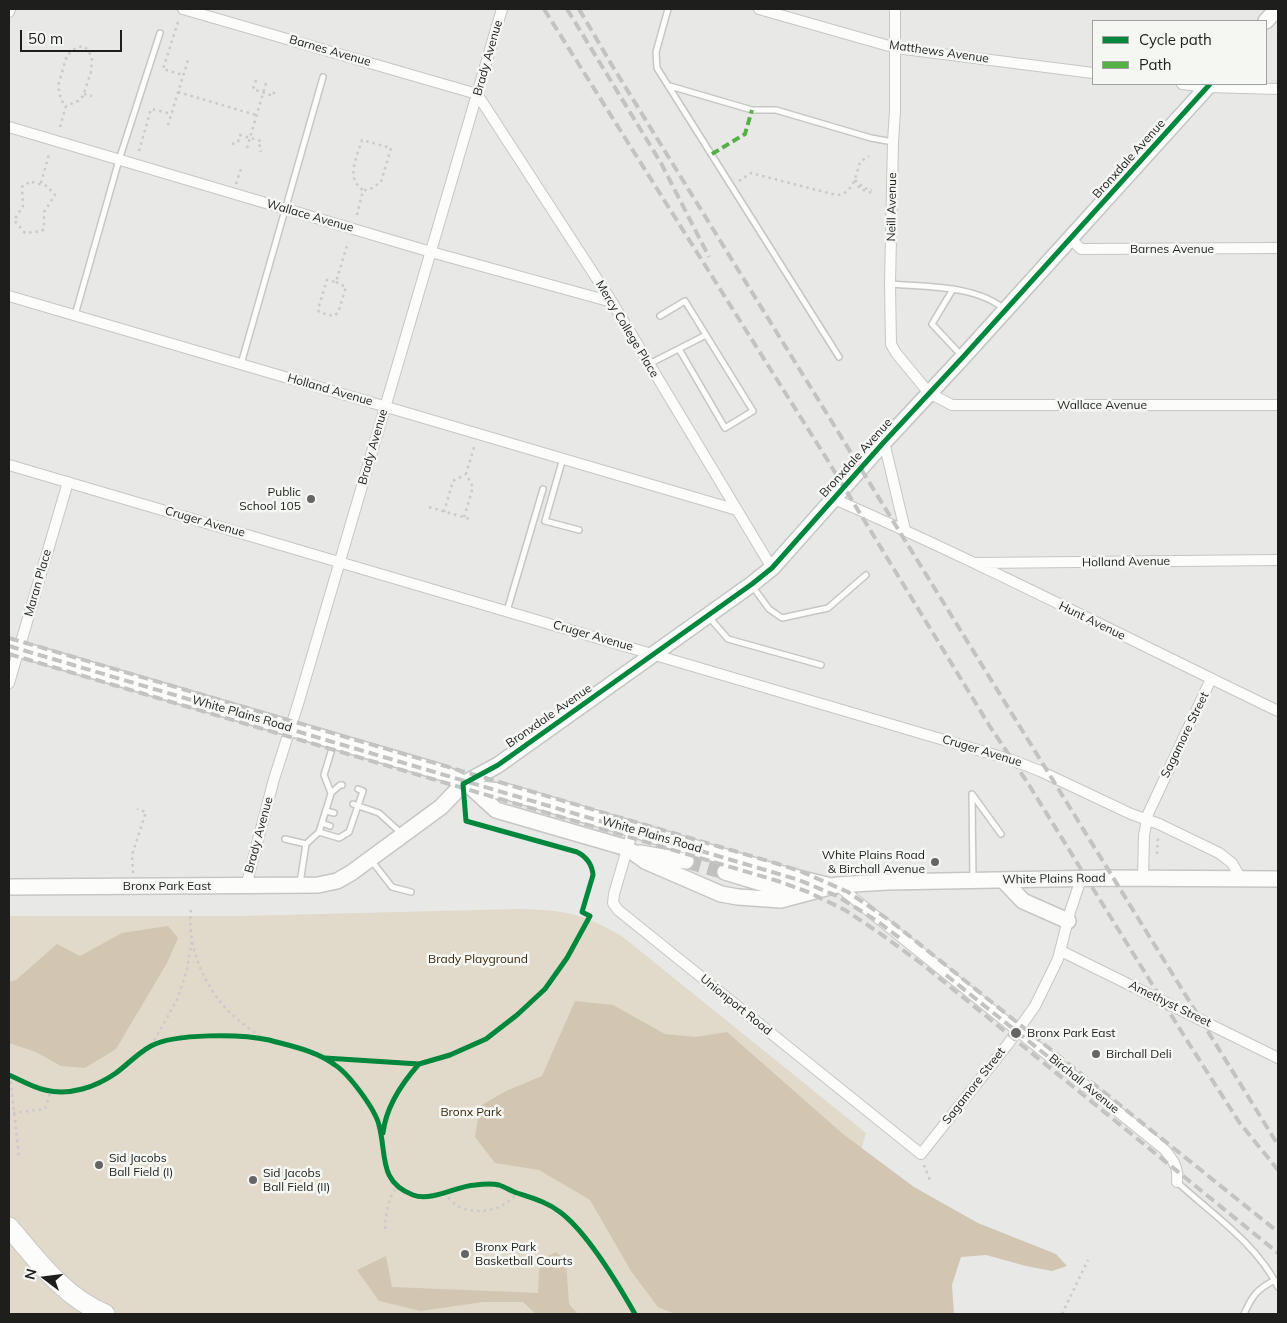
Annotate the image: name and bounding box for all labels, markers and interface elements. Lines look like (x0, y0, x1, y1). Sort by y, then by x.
street label: Brady Avenue (470, 18, 506, 98)
scale bar (22, 20, 125, 52)
legend (1092, 20, 1267, 85)
text: 50 m (28, 29, 63, 48)
text: Cycle path (1139, 30, 1212, 49)
street label: Barnes Avenue (288, 32, 372, 70)
street label: Matthews Avenue (888, 38, 990, 66)
text: Path (1139, 55, 1171, 74)
street label: Bronxdale Avenue (1090, 117, 1168, 201)
street label: Neill Avenue (884, 172, 900, 242)
street label: Wallace Avenue (265, 197, 355, 235)
street label: Barnes Avenue (1130, 242, 1214, 256)
street label: Mercy College Place (592, 278, 662, 380)
street label: Holland Avenue (286, 371, 374, 409)
street label: Wallace Avenue (1057, 398, 1147, 412)
street label: Brady Avenue (355, 407, 391, 487)
street label: Bronxdale Avenue (817, 416, 895, 500)
place label: Public School 105 (239, 485, 301, 513)
marker: Public School 105 (305, 493, 317, 505)
street label: Cruger Avenue (163, 504, 247, 540)
street label: Maran Place (22, 548, 54, 618)
street label: Holland Avenue (1082, 554, 1170, 570)
street label: Hunt Avenue (1056, 599, 1128, 643)
street label: Cruger Avenue (551, 618, 635, 654)
street label: Bronxdale Avenue (503, 681, 595, 751)
street label: Sagamore Street (1158, 690, 1212, 780)
street label: White Plains Road (190, 693, 294, 735)
street label: Cruger Avenue (940, 732, 1024, 770)
street label: Brady Avenue (242, 795, 276, 875)
street label: White Plains Road (600, 814, 704, 856)
place label: White Plains Road & Birchall Avenue (822, 848, 925, 876)
marker: White Plains Road & Birchall Avenue (929, 856, 941, 868)
street label: White Plains Road (1002, 871, 1106, 887)
street label: Bronx Park East (123, 879, 211, 893)
park label: Brady Playground (428, 952, 528, 966)
street label: Unionport Road (697, 972, 775, 1038)
street label: Amethyst Street (1127, 978, 1213, 1030)
marker: Bronx Park East (1009, 1026, 1023, 1040)
place label: Bronx Park East (1027, 1026, 1116, 1040)
street label: Sagamore Street (940, 1045, 1008, 1127)
place label: Birchall Deli (1106, 1047, 1172, 1061)
marker: Birchall Deli (1090, 1048, 1102, 1060)
street label: Birchall Avenue (1046, 1051, 1122, 1117)
park label: Bronx Park (440, 1105, 502, 1119)
place label: Sid Jacobs Ball Field (I) (109, 1151, 173, 1179)
marker: Sid Jacobs Ball Field (I) (93, 1159, 105, 1171)
place label: Sid Jacobs Ball Field (II) (263, 1166, 330, 1194)
marker: Sid Jacobs Ball Field (II) (247, 1174, 259, 1186)
place label: Bronx Park Basketball Courts (475, 1240, 573, 1268)
marker: Bronx Park Basketball Courts (459, 1248, 471, 1260)
north arrow (20, 1253, 70, 1303)
text: N (20, 1267, 41, 1282)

☆ ☆ ☆ ☆

Return the listing above in full and exactly, omitting all pictures.

• **RESPONSE**:
Annotate the image: name and bounding box for all labels, markers and interface elements. Lines look like (x0, y0, x1, y1). Sort by y, then by x.
street label: Brady Avenue (470, 18, 506, 98)
scale bar (22, 20, 125, 52)
legend (1092, 20, 1267, 85)
text: 50 m (28, 29, 63, 48)
text: Cycle path (1139, 30, 1212, 49)
street label: Barnes Avenue (288, 32, 372, 70)
street label: Matthews Avenue (888, 38, 990, 66)
text: Path (1139, 55, 1171, 74)
street label: Bronxdale Avenue (1090, 117, 1168, 201)
street label: Neill Avenue (884, 172, 900, 242)
street label: Wallace Avenue (265, 197, 355, 235)
street label: Barnes Avenue (1130, 242, 1214, 256)
street label: Mercy College Place (592, 278, 662, 380)
street label: Holland Avenue (286, 371, 374, 409)
street label: Wallace Avenue (1057, 398, 1147, 412)
street label: Brady Avenue (355, 407, 391, 487)
street label: Bronxdale Avenue (817, 416, 895, 500)
place label: Public School 105 (239, 485, 301, 513)
marker: Public School 105 (305, 493, 317, 505)
street label: Cruger Avenue (163, 504, 247, 540)
street label: Maran Place (22, 548, 54, 618)
street label: Holland Avenue (1082, 554, 1170, 570)
street label: Hunt Avenue (1056, 599, 1128, 643)
street label: Cruger Avenue (551, 618, 635, 654)
street label: Bronxdale Avenue (503, 681, 595, 751)
street label: Sagamore Street (1158, 690, 1212, 780)
street label: White Plains Road (190, 693, 294, 735)
street label: Cruger Avenue (940, 732, 1024, 770)
street label: Brady Avenue (242, 795, 276, 875)
street label: White Plains Road (600, 814, 704, 856)
place label: White Plains Road & Birchall Avenue (822, 848, 925, 876)
marker: White Plains Road & Birchall Avenue (929, 856, 941, 868)
street label: White Plains Road (1002, 871, 1106, 887)
street label: Bronx Park East (123, 879, 211, 893)
park label: Brady Playground (428, 952, 528, 966)
street label: Unionport Road (697, 972, 775, 1038)
street label: Amethyst Street (1127, 978, 1213, 1030)
marker: Bronx Park East (1009, 1026, 1023, 1040)
place label: Bronx Park East (1027, 1026, 1116, 1040)
street label: Sagamore Street (940, 1045, 1008, 1127)
place label: Birchall Deli (1106, 1047, 1172, 1061)
marker: Birchall Deli (1090, 1048, 1102, 1060)
street label: Birchall Avenue (1046, 1051, 1122, 1117)
park label: Bronx Park (440, 1105, 502, 1119)
place label: Sid Jacobs Ball Field (I) (109, 1151, 173, 1179)
marker: Sid Jacobs Ball Field (I) (93, 1159, 105, 1171)
place label: Sid Jacobs Ball Field (II) (263, 1166, 330, 1194)
marker: Sid Jacobs Ball Field (II) (247, 1174, 259, 1186)
place label: Bronx Park Basketball Courts (475, 1240, 573, 1268)
marker: Bronx Park Basketball Courts (459, 1248, 471, 1260)
north arrow (20, 1253, 70, 1303)
text: N (20, 1267, 41, 1282)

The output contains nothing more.